→ **Work required**: Take from the listing each line that has the string "text".

→ **Data**:
-----

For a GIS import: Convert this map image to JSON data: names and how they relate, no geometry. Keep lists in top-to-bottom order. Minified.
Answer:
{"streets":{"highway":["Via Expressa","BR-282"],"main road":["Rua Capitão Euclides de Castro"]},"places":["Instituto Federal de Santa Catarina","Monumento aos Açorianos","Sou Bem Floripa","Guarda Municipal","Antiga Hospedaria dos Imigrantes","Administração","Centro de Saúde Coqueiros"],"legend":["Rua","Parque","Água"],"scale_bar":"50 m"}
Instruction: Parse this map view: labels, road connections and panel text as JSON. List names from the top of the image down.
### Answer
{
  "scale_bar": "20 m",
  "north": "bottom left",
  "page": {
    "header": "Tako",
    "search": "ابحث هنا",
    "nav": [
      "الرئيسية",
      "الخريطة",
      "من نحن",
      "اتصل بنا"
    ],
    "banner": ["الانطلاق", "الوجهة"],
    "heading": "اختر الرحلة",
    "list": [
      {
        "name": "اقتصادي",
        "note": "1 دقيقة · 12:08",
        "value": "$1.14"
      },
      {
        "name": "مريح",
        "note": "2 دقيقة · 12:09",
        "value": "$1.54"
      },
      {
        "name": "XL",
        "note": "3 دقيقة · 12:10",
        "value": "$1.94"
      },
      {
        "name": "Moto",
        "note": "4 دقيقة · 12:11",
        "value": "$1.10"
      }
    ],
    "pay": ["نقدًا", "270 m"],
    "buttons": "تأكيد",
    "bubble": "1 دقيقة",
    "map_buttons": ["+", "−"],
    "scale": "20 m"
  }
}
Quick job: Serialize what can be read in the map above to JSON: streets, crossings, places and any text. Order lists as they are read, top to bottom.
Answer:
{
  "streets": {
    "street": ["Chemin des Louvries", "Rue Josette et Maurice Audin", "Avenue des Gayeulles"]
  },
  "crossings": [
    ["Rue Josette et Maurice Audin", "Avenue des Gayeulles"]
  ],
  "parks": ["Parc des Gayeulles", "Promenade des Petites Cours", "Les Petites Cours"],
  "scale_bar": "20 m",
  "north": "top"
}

-----

→ **Exercise output**:
Instruction: Parse this map view: labels, road connections and panel text as JSON. List names from the top of the image down.
Quick job: Serialize what can be read in the map above to JSON: streets, crossings, places and any text. Order lists as they are read, top to bottom.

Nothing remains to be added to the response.